When freedom of speech in Australia was abused, Sydney PEN was silent.

Sydney PEN is a fashionable Left-wing dining and chat group whose reason for being is the defence of freedom of speech. Its activism is usually confined to talking or staging safe and undemanding letter writing campaigns in support of foreign dissidents (the text is supplied, you just add your name). When Australian freedom of speech was attacked Sydney PEN was spectacularly silent, yet it had a self-imposed responsibility to speak out:

Sydney PEN’s mission is to be an authoritative source on matters of free expression in Australia and internationally

Sydney PEN’s objectives are to speak publicly on matters of freedom of expression, particularly those concerning Australia and the Asia and Pacific region

At the head of Sydney PEN is a Writers Panel which consists of some famous Australian authors always ready to grab a microphone for a good cause – or sell a new book or play. The silent writers were Geraldine Brooks, JM Coetzee, Tim Flannery, Helen Garner, Kate Grenville, Tom Keneally AO, David Malouf AO, Frank Moorhouse AM,  John Tranter, and David Williamson AO.

When free speech in Australia was threatened last week Sydney PEN was silent – just as it was when Andrew Bolt was dragged before the Federal Court; just as it was when there was a campaign by Left activists to drive advertisers away from Bolt’s TV program; just as it was when there was a campaign by Left activists to drive advertisers away from Online Opinion. Its silence makes it an an active partner in the attacks being made by the Australian Left on dissent.

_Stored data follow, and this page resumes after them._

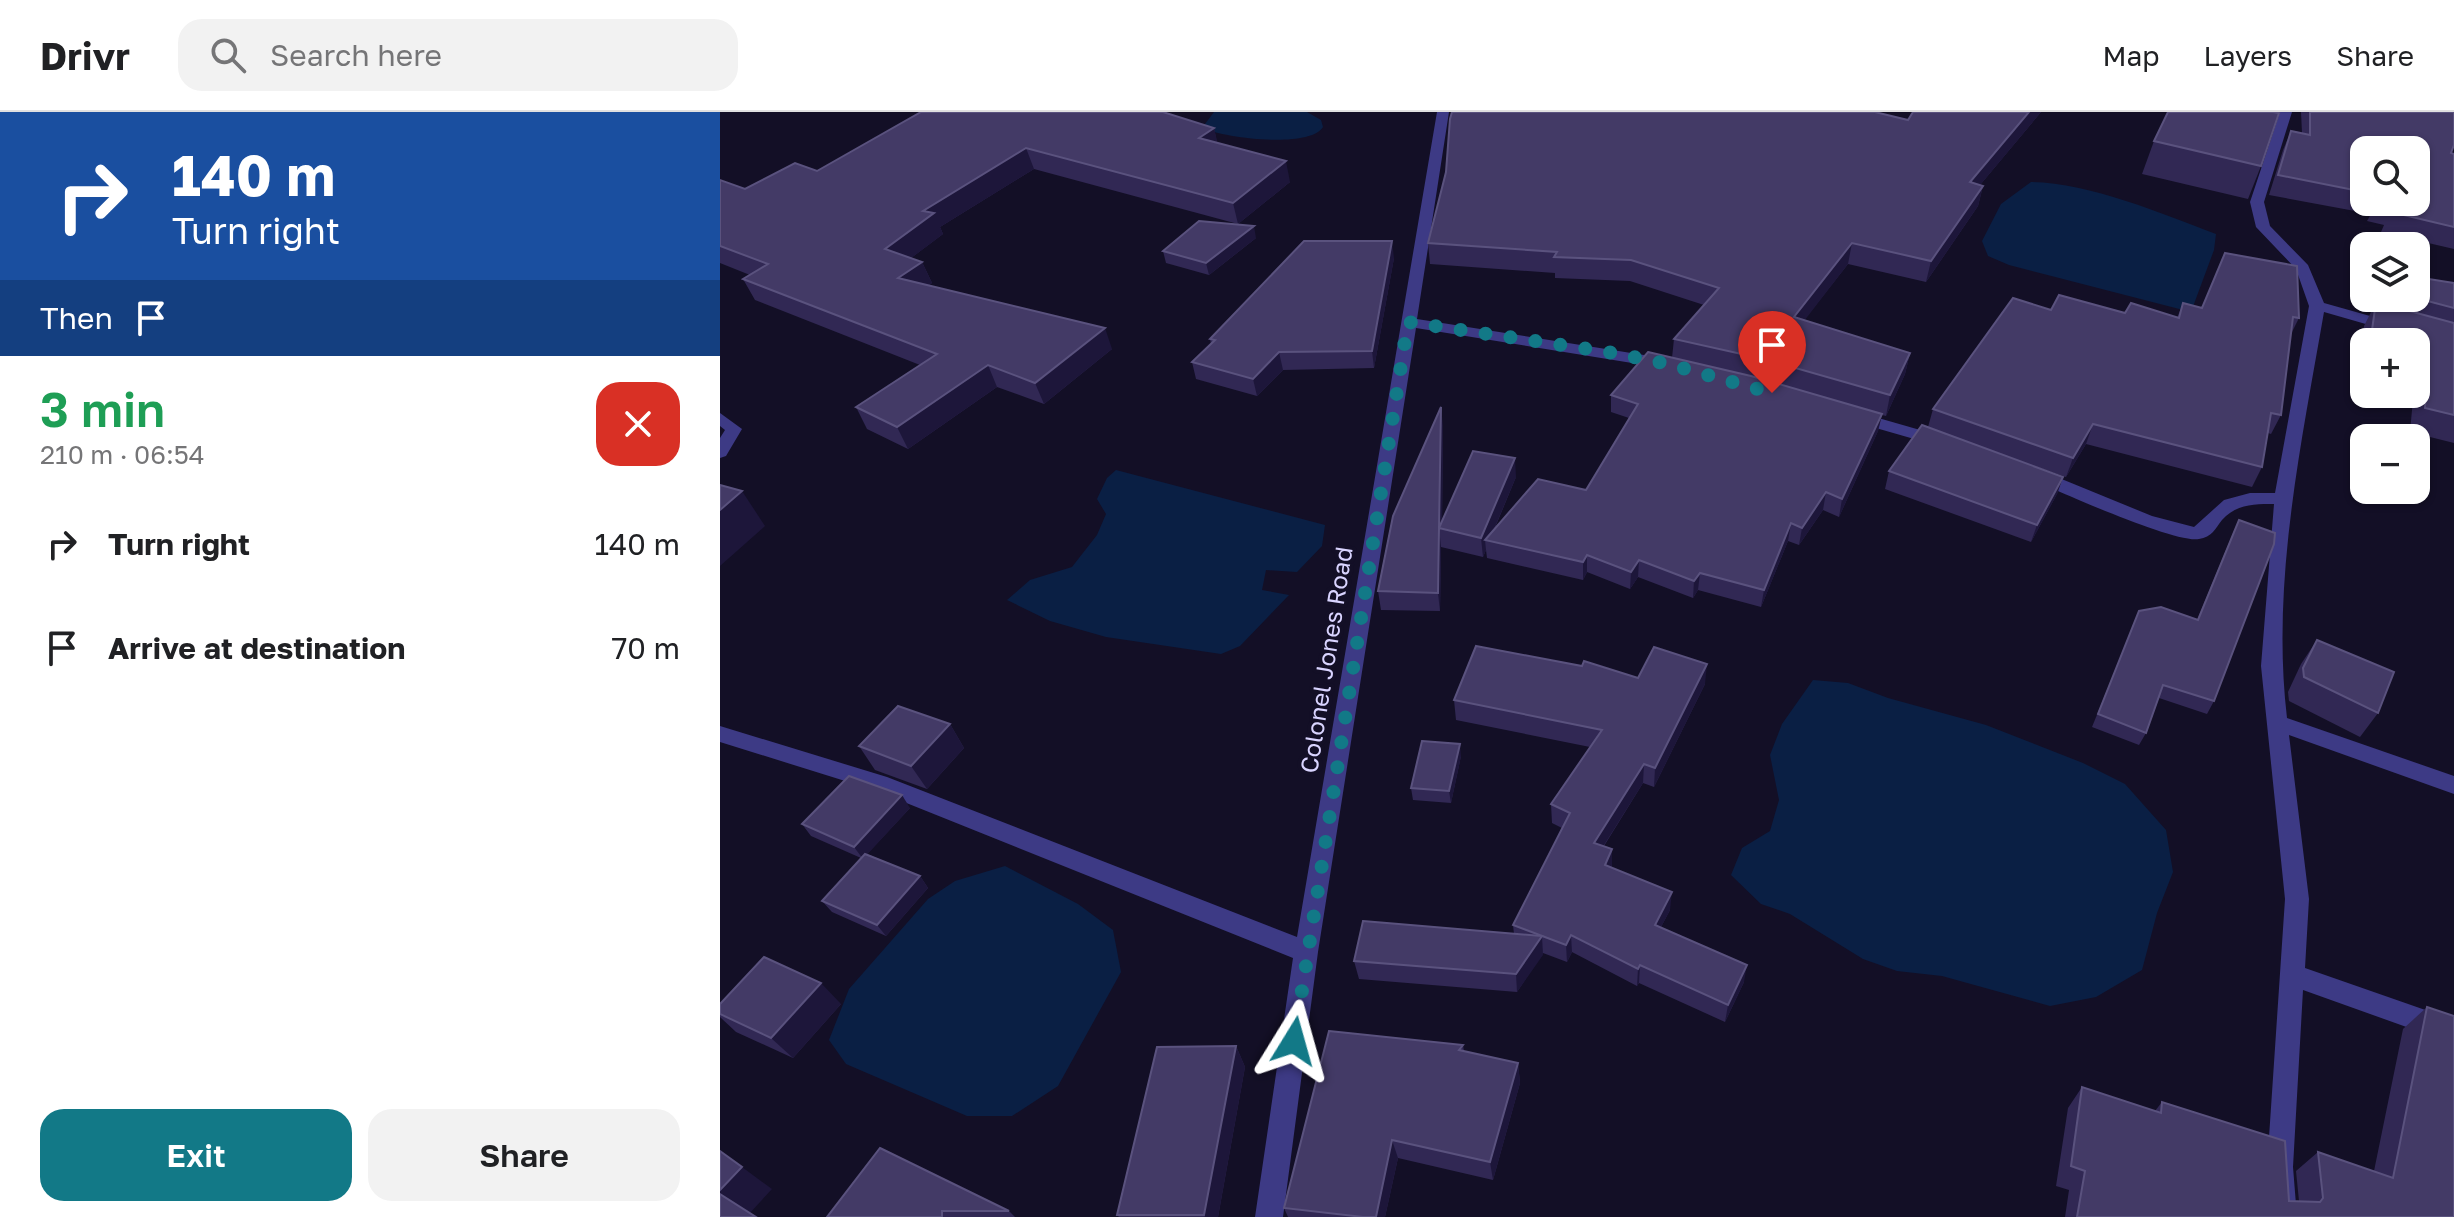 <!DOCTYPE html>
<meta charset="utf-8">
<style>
body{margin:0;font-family:"Golos Text",sans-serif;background:#f2f2f2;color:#202124;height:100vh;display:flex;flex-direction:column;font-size:30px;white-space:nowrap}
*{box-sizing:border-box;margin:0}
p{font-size:26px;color:#757577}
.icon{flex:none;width:44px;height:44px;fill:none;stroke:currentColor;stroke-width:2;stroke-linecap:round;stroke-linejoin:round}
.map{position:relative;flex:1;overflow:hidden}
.side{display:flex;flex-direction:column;background:#fff;width:720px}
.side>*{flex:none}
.guide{background:#1a4fa0;color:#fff;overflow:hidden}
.tools{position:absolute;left:1630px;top:24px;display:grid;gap:16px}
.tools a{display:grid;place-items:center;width:80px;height:80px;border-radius:16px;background:#fff;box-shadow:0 2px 6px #0004;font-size:40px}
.pin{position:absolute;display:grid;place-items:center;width:68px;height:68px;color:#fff;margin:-82px -34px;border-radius:50% 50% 50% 0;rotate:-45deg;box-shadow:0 0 8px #0007}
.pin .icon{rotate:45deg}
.me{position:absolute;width:88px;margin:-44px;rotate:8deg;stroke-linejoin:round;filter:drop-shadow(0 0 6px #0008)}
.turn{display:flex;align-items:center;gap:28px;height:168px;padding:0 40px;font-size:36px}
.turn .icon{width:104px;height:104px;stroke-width:2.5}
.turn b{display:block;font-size:56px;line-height:68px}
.then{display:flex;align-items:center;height:76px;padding:0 40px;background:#0003;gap:16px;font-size:30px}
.round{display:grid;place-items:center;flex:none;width:84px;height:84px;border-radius:24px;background:#f2f2f2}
.overview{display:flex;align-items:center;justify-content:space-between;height:136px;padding:0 40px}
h1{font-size:48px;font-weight:600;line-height:60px;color:#1e9e55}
.cta{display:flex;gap:16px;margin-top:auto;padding:16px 40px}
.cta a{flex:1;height:92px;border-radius:24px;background:#127987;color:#fff;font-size:32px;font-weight:600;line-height:92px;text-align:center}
.cta a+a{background:#f2f2f2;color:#202124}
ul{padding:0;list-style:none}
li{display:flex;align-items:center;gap:24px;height:104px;padding:0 40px}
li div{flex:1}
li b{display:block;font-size:30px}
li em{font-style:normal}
header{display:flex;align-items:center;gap:48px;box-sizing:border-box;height:112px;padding:0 40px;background:#fff;border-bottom:2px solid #e0e0e0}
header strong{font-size:38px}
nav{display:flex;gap:44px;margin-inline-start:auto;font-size:28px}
.search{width:560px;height:72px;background:#f2f2f2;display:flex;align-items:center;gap:20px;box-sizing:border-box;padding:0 28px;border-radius:24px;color:#757577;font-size:30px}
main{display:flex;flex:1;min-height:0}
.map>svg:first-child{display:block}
.water{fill:#0a1f44}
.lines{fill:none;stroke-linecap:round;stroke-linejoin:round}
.street{fill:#3d3a85;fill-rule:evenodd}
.wall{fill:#312854;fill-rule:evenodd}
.shaded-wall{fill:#1d163a}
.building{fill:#433a66;stroke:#5a527e;stroke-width:2}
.route{stroke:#127987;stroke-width:14;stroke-dasharray:0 25.2}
.labels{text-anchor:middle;stroke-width:8;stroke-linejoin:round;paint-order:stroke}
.street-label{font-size:24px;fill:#d9d4ff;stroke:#130f26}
</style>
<header>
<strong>Drivr</strong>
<div class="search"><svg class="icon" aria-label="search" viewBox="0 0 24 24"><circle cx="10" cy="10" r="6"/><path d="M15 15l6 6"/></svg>Search here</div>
<nav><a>Map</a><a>Layers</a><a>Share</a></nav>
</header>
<main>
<section class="side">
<div class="guide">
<div class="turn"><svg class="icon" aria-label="right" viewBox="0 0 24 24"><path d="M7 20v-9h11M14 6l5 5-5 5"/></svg><div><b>140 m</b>Turn right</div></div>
<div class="then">Then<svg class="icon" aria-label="arrive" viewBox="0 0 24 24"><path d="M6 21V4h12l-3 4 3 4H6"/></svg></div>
</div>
<div class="overview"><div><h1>3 min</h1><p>210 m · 06:54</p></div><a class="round" style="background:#d93025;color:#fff"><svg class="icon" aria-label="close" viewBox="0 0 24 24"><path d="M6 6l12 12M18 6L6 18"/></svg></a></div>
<ul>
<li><svg class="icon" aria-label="right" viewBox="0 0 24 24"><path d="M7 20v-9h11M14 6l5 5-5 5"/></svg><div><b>Turn right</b></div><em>140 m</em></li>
<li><svg class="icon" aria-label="arrive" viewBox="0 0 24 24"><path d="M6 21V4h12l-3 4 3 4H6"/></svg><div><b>Arrive at destination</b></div><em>70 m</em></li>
</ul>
<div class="cta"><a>Exit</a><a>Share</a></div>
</section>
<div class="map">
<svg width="1734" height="1105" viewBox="0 0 1734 1105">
<rect width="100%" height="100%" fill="#130f26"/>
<g class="water">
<path d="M494,0h93l14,8 2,7c-14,22 -99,11 -121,1z"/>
<path d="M1311,70c59,1 129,31 185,52l-2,16 -23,62 -182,-47 -21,-9 -6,-15 19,-37z"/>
<path d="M396,358l209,55 -3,21 -25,26 -31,-2 -4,20 27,5 -49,51 -19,8 -115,-17 -56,-16 -43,-21 23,-20 42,-13 25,-32 9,-21 -9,-15 10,-21z"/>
<path d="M1093,568l35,3 40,15 98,27 97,38 42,21 41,46 7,42 -16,41 -15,57 -46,27 -46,9 -108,-30 -45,-5 -34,-12 -73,-45 -29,-10 -30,-29 11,-27 28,-17 9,-31 -9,-45 12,-31z"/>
<path d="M285,754l73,38 35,26 8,42 -63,114 -46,30h-45l-121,-52 -17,-24 20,-51 79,-90 27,-18z"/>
</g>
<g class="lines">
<g class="street">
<path d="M717,0h12l-32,207 252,40 8,5 -8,5 -253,-41 -98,624 -35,265h-28l38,-259 -419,-168 -154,-48v-16l167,51 410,160z"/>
<path d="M1560,0h12l-28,90 6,24 38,39 16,38 71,20 3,3 -8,5 -66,-19c-23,133 -53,271 -37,406l167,58v18l-165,-59 20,164 -4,69 149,52v24l-151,-54 -10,177 4,50h-28l-2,-50 18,-268 -24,-233 13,-162c-19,0 -38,0 -52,16 -7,9 -10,17 -23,19 -23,5 -141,-48 -169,-60l-3,-4 9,-6 6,2 110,45 42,11 30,-27 26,-7h25l34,-187 -13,-37 -40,-42 -6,-25z"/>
<path d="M1134,299l94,27 3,4 -9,5 -94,-27 -2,-4z"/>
<path d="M0,301l22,16 -16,27 -6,2v-20l5,-8 -5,-4z"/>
</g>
</g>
<g class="wall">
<path d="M1193,0h128l-61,73 3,1 -5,20 -52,76 -78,-18 -44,56 106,33 -5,21 -19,42 -4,-1 -4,16 -39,86 -16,-7 -24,35 -11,-4 -27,66 -63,-17 -5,8 -55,-21 -8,12 -43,-17 -4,8 -96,-22 -1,-8 -3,7 -42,-10 -1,64 -59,-1 -3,-19 65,-166 -1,98 74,-46 -22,53 92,-40 43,-72 -18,-6v-17l61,-37 2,-19 30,-34 -74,-24 -75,-3v-5l-125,-9 -2,-21 480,-123z"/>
<path d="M1581,0h153l-3,41 3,1v95l-73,-17 3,-7 -17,-4 4,-7 -102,-19 14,-45 8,-19 11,2zM1644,38l52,52h-52z"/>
<path d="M494,16l3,15 73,39 -52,42 -204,-55 -94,58 3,7 -32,24 11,4 10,21 -3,2 183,64 -68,55 -47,-17 -89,62 -41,-20 -11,-22 64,-42 -165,-65 -12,-21 7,-4 -30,-12v-83l25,9 72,-18z"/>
<path d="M1434,29l107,25 -13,33 -106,-25z"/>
<path d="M536,126l-47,37 -43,-12 -3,-12z"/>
<path d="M1505,141l74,65 -8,16 -10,81 -10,19 -3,-1 -6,34 -10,20 -166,-43 -20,33 -78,-27 75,27 -6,17 -26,48 -146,-53 4,-18 39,-44 5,-18 118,-99 74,3 52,5 6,-15 19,5z"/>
<path d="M674,146l-20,110 -91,2 -26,26 -61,-17 -4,-17 19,-18 -1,-5z"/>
<path d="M1734,171v160l-44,-11 3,-33 -19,-5h22v-52h-52v13l-4,-1 4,-28 7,-14 -5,-1 2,-13h48z"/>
<path d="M1519,408l-25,181 -7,13 -48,-16 -13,35 -7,12 -47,-18 47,-116 58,9 36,-87z"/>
<path d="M1597,528l61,73 -18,24 -71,-36 -1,-9 13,-28z"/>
<path d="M918,566l67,6 -51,103 -11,-4 -39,63 8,3v18l58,43 -9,17 83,55 -19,40 -86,-39 -2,3 -65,-34 -5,10 -24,-9 -26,39 -158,-13 -5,-18 160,-27 -1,-9 49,-97 -10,-5 -1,-19 39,-57 -134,-27 -2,-20z"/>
<path d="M230,612l14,24 -37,41 -52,-19 -16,-24z"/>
<path d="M741,644l-10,47 -38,-3 -2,-12z"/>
<path d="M190,696l-43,46 53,22 8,12 -42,48 -54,-24 -10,-11 39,-43 -50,-22 -9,-12z"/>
<path d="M0,892h121l-48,54 -57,-26 -16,-15z"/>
<path d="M1707,895l27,210h-389l4,-27 -13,-4 12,-78 14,-21 73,24 7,-9 127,99h10l-3,-30 22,-19 56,19 29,-142z"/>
<path d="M743,933l1,6 54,12 2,20 -27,97 -95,-22 -13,59h-97l-4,-9z"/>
<path d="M516,934l9,21 -27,150h-99l-2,-2z"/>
<path d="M160,1036l129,63 6,6h-188z"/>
</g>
<g class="shaded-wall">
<path d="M1309,0h12l-76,91 5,-21z"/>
<path d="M494,16l5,21 -20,-11z"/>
<path d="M306,36l8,21 -94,58 3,7 -49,37 -9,-22 38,-38z"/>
<path d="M566,49l4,21 -52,42 -5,-21z"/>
<path d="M1263,74l-5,20 -52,76 5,-21z"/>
<path d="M534,114l2,12 -47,37 -3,-12z"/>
<path d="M672,129l2,17 -20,110 -2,-17z"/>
<path d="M1132,131l-4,21 -57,74 3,-21z"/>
<path d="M202,150l10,21 -25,17 -9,-22z"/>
<path d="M385,216l7,21 -68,55 -9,-21z"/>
<path d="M559,240l4,18 -26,26 -4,-17z"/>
<path d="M1190,241l-5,21 -19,42 4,-21z"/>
<path d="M268,253l9,22 -89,62 -11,-22z"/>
<path d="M721,295l2,18 -1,104 -3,-1z"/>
<path d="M1162,302l-4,17 -39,86 3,-18z"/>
<path d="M1373,312l-7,20 -20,33 7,-19z"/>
<path d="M795,346l1,19 -27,64 -4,-1 1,10 -3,7 -2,-19z"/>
<path d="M1343,365l-6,17 -26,48 6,-17z"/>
<path d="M22,379l23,35 -45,40v-56z"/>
<path d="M1106,380l-3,18 -24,35 3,-17z"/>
<path d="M1071,411l-3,18 -27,66 3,-17z"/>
<path d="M719,416l2,19 -1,64 -2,-18z"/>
<path d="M867,443v17l-4,8v-18z"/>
<path d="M919,448l-1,17 -8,12 1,-17z"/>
<path d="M980,461l-2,17 -5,8 1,-17z"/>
<path d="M987,552l-2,20 -51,103 1,-19z"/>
<path d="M230,612l14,24 -37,41 -16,-23z"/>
<path d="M740,632l1,12 -10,47 -2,-12z"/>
<path d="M924,652l-1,19 -49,78v-18z"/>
<path d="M182,683l8,13 -47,51 -9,-12z"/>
<path d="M892,737v18l-7,-2z"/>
<path d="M200,764l8,12 -42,48 -9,-11z"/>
<path d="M952,780l-2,18 -17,32 2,-17z"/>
<path d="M851,823l1,17 -5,10 -1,-17z"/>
<path d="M822,824l1,19 -26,37 -1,-18z"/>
<path d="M920,853l-1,18 -2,3 1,-17z"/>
<path d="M1027,853l-3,17 -19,40 3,-17z"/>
<path d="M101,871l20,21 -48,54 -22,-20z"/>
<path d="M516,934l9,21 -27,150h-13l-1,-2z"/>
<path d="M798,951l2,20 -27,97 -3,-18z"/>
<path d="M672,1028l6,18 -13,59h-9z"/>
<path d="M22,1055l30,22 -23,25 -29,-20v-4z"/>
</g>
<g class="building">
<path d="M201,0h242l51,16 -15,10 87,23 -53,42 -207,-55 -103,63 11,2 -49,36 37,13 -24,16 207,50 -70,55 -47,-18 -91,62 -41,-20 81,-53 -194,-75 25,-15 -48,-18v-66l25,9 50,-26 22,8z"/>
<path d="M732,0h423l33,8 5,-8h116l-59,70 13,4 -52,75 -79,-18 -58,74 116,36 -20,42 -126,-36 -90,-20 45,-51 -88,-28 -77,-3 3,-5 -129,-9 18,-71 4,-53z"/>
<path d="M1448,0h105l6,1 -18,53 -107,-25z"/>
<path d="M1590,0h144v33l-3,8 3,1v73l-63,-15 2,-6 -14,-4h37v-52h-52v42l-86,-17 13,-44 19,4z"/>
<path d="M479,109l55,5 -48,37 -43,-12z"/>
<path d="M584,129h88l-20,110 -93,1 -26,27 -61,-17 23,-22 -5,-1z"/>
<path d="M1505,141l72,13 2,52 -6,-1 -12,98 -10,-2 -9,54 -169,-43 -20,34 -140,-49 80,-111 38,12 8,-15 66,18 6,-10 48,15 4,-15 19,5z"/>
<path d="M1696,165l38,6v25l-38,-10z"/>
<path d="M1656,190l78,21v92l-29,-7 2,-33 -11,-3v-30h-16l-28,-12z"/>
<path d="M928,240l103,24 131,38 -40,85 -16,-7 -24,36 -11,-5 -27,67 -64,-17 -6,8 -55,-21 -8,12 -44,-17 -4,7 -98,-22 53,-61 48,11 52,-86 -27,-9z"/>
<path d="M721,295l-2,121 34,-77 42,7 -34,80 -42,-10 -1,65 -60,-2 15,-75z"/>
<path d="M1202,313l141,52 -26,48 -148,-54z"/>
<path d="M0,373l22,6 -22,19z"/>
<path d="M1519,408l36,13 -1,11 -60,157 -51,-16 -17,48 -48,-19 41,-103 22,-4 37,13z"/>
<path d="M1597,528l77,32 -16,41 -74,-36 -1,-9z"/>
<path d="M756,534l106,20 2,-5 54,17 16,-31 53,17 -52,104 -11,-4 -50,79 18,6 -7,16 67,27 -17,33 92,40 -19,40 -88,-40 -2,4 -67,-34 -5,10 -53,-20 57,-112 -19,-9 51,-74 -148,-30z"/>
<path d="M178,594l52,18 -39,42 -52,-20z"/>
<path d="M702,629l38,3 -11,47 -38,-3z"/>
<path d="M129,664l53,19 -48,52 -52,-23z"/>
<path d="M145,742l55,22 -43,49 -55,-24z"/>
<path d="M643,809l179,15 -26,38 -162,-13z"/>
<path d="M44,845l57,26 -50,55 -51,-24v-10z"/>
<path d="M1707,895l27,9v201h-377l8,-46 -14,-5 11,-79 79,26 1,-11 123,39 4,60 31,1 3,-4 -5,-46 75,26z"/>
<path d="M609,919l134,14 -4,5 59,13 -28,99 -98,-22 -16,77h-13l-79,-9z"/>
<path d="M516,934l-32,169h-87l40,-168z"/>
<path d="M160,1036l129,63h-67v6h-115z"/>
<path d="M0,1039l22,16 -22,23z"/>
<path d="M0,1082l36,23h-36z"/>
</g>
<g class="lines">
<path class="route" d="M574,929l114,-719 200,30 60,12 104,29"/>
</g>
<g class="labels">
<g class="street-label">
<text transform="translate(607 548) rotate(-81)" y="8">Colonel Jones Road</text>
</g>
</g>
</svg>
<div class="tools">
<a><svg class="icon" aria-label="search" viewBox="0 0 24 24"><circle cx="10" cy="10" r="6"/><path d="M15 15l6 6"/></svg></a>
<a><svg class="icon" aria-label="layers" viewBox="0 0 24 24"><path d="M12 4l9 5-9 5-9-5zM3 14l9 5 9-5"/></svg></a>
<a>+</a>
<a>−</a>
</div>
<div class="pin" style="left:1052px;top:281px;background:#d93025"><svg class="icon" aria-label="arrive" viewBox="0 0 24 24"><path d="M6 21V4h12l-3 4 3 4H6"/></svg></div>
<svg class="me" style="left:574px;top:929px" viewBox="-20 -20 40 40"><path d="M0-17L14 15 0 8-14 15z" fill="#127987" stroke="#fff" stroke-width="4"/></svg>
</div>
</main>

Present in Sydney PEN’s Writers Panel is JM Coetzee, a Nobel Prize winner. He may remember a paragraph he wrote in a book of essays he edited for Sydney PEN (funded by a government agency, of course):

[Christos] Tsiolkas identifies himself as a supporter of ‘radical tolerance’. It is to be doubted whether many members of PEN would want to differ from him. But we should be clear about what such a position entails. It means opposition to imposed, top-down official history such as we find in Germany, to give one instance. It means opposition to the shutting down of militant Islamist websites. It may even mean opposition to the clampdown on paedophilic images.

We must tolerate free expression, Tsiolkas argues, because in the absence of dissent a society stagnates.

When freedom of speech was attacked in Australia Coetzee and Sydney PEN were silent.

Ironically, the last Sydney PEN media release, issued on 18 November, 2010, was a publicity blurb  to sell tickets for a Sydney lecture by (another silent man) Julian Burnside. The theme of his lecture – freedom of speech.